[[ DATASET, beginning ]]

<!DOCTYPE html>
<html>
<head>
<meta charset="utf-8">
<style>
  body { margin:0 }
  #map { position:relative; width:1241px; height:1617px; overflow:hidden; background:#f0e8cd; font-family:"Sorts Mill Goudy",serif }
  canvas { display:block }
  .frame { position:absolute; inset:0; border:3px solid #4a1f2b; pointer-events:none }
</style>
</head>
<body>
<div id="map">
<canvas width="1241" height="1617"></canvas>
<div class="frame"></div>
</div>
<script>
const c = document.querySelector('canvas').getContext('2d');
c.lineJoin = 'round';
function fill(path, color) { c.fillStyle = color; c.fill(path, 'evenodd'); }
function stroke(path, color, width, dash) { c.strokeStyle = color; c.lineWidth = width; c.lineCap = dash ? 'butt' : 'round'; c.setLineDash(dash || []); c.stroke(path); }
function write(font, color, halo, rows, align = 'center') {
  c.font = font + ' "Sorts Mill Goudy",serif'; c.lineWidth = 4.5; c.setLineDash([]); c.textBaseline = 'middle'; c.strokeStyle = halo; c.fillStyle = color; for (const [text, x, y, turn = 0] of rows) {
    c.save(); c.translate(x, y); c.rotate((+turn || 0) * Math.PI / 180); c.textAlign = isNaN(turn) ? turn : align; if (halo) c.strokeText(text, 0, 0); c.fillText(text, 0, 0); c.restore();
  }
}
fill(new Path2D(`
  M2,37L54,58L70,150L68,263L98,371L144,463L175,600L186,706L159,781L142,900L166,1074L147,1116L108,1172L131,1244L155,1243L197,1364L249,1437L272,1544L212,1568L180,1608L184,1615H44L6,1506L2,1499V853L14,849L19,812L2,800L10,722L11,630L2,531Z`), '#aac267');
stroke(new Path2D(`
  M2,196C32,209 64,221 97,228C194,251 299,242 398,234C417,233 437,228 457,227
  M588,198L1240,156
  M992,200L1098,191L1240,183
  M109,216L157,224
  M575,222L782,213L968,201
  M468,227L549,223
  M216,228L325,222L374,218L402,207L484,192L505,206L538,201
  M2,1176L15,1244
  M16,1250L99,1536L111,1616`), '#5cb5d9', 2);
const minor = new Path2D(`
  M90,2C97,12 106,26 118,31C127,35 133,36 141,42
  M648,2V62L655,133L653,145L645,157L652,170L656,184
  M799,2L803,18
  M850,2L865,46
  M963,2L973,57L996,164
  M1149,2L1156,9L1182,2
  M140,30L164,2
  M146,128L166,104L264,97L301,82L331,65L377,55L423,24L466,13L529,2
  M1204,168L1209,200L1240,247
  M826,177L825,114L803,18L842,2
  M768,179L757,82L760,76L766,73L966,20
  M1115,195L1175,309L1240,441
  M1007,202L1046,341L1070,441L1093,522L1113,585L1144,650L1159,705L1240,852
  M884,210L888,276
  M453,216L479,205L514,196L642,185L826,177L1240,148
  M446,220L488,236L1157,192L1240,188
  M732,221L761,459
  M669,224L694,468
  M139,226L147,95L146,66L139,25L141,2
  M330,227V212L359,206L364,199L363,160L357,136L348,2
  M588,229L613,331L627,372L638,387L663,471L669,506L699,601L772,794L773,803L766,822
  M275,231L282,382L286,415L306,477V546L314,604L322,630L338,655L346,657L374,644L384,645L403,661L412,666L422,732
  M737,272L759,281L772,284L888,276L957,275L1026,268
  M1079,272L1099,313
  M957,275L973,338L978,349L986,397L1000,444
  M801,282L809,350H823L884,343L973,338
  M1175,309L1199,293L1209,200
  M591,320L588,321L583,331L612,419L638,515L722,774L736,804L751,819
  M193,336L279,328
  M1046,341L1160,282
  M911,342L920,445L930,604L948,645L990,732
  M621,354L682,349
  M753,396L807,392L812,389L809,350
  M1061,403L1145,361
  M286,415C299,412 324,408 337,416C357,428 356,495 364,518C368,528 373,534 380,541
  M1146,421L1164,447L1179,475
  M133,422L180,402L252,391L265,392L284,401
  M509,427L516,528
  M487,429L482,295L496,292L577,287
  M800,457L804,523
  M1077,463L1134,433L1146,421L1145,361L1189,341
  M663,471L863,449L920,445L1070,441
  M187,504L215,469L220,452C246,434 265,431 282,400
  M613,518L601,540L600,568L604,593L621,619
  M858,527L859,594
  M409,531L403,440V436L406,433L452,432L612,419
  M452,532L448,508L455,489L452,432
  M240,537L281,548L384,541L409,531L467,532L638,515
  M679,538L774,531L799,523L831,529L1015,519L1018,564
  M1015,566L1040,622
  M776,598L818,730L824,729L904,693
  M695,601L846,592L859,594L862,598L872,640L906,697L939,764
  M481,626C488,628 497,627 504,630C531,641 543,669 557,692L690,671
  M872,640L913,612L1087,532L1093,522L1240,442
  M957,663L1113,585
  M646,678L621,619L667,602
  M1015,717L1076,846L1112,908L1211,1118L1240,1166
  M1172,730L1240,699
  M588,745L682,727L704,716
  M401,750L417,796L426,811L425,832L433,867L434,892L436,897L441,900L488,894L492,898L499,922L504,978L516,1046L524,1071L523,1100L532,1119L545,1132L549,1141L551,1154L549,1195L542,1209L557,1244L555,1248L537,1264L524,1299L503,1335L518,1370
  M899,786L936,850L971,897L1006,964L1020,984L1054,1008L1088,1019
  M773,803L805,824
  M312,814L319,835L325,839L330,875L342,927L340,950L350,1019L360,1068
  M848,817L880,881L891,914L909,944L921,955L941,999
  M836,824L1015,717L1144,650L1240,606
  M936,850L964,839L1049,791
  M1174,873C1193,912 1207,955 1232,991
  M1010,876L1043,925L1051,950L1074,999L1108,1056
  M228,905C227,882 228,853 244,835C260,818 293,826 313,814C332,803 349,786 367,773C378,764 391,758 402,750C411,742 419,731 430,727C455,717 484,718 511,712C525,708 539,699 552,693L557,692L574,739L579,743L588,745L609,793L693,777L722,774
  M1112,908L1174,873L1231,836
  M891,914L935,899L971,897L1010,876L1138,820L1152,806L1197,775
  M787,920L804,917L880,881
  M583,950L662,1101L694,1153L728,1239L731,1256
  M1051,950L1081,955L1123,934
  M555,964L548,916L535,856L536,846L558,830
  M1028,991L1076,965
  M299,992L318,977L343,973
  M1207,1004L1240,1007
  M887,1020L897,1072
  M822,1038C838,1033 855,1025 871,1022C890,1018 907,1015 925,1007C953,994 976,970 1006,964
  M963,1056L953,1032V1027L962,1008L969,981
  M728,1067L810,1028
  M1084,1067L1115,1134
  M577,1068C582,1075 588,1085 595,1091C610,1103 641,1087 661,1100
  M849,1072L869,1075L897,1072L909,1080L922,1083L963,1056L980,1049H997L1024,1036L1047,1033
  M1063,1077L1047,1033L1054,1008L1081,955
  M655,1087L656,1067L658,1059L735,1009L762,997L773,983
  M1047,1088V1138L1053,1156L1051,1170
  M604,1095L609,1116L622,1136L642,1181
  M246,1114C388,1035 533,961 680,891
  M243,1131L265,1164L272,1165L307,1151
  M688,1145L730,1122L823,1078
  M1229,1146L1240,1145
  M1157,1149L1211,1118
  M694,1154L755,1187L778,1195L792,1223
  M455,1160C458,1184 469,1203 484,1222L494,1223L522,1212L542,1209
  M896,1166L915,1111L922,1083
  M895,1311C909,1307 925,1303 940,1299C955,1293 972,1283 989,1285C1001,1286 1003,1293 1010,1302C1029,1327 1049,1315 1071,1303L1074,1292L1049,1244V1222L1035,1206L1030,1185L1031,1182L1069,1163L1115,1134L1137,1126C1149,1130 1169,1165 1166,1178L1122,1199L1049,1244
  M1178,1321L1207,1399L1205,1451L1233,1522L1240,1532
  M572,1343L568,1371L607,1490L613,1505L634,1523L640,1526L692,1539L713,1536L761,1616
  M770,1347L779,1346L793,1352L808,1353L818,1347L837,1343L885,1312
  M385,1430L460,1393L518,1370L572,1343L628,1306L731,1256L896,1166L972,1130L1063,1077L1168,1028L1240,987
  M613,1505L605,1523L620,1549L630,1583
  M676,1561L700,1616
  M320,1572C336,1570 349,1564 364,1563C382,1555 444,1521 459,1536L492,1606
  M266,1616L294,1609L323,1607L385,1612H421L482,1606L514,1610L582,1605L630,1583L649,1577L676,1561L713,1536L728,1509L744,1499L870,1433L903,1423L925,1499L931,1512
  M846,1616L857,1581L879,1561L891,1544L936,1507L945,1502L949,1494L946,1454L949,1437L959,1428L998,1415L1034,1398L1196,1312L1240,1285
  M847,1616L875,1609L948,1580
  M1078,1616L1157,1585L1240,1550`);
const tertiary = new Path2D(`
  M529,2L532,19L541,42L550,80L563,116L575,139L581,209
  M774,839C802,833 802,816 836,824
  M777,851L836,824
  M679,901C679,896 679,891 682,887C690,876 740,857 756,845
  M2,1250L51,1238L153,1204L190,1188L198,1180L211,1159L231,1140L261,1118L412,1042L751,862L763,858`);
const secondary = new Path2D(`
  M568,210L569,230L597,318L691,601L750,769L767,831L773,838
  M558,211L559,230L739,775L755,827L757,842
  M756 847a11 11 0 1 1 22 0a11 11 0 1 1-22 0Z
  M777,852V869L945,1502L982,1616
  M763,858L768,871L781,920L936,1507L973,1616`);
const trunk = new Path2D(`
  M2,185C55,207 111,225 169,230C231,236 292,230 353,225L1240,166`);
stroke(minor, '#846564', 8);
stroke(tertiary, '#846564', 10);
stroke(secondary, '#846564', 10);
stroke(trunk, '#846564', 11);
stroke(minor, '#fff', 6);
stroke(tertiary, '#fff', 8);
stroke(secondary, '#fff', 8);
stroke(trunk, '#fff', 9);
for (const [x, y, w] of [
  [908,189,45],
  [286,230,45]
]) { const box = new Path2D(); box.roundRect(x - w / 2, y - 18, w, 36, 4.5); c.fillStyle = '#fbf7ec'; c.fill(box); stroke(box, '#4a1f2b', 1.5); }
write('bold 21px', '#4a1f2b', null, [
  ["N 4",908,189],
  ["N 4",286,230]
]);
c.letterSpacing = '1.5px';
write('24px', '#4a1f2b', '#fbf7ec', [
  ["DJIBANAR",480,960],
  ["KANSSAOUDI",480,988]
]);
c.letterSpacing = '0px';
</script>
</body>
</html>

[[ DATASET, end ]]

§ EXERCISE REQUIREMENTS
From the records above, pull out every line containing the word "setLineDash".

§ REPLY
function stroke(path, color, width, dash) { c.strokeStyle = color; c.lineWidth = width; c.lineCap = dash ? 'butt' : 'round'; c.setLineDash(dash || []); c.stroke(path); }
  c.font = font + ' "Sorts Mill Goudy",serif'; c.lineWidth = 4.5; c.setLineDash([]); c.textBaseline = 'middle'; c.strokeStyle = halo; c.fillStyle = color; for (const [text, x, y, turn = 0] of rows) {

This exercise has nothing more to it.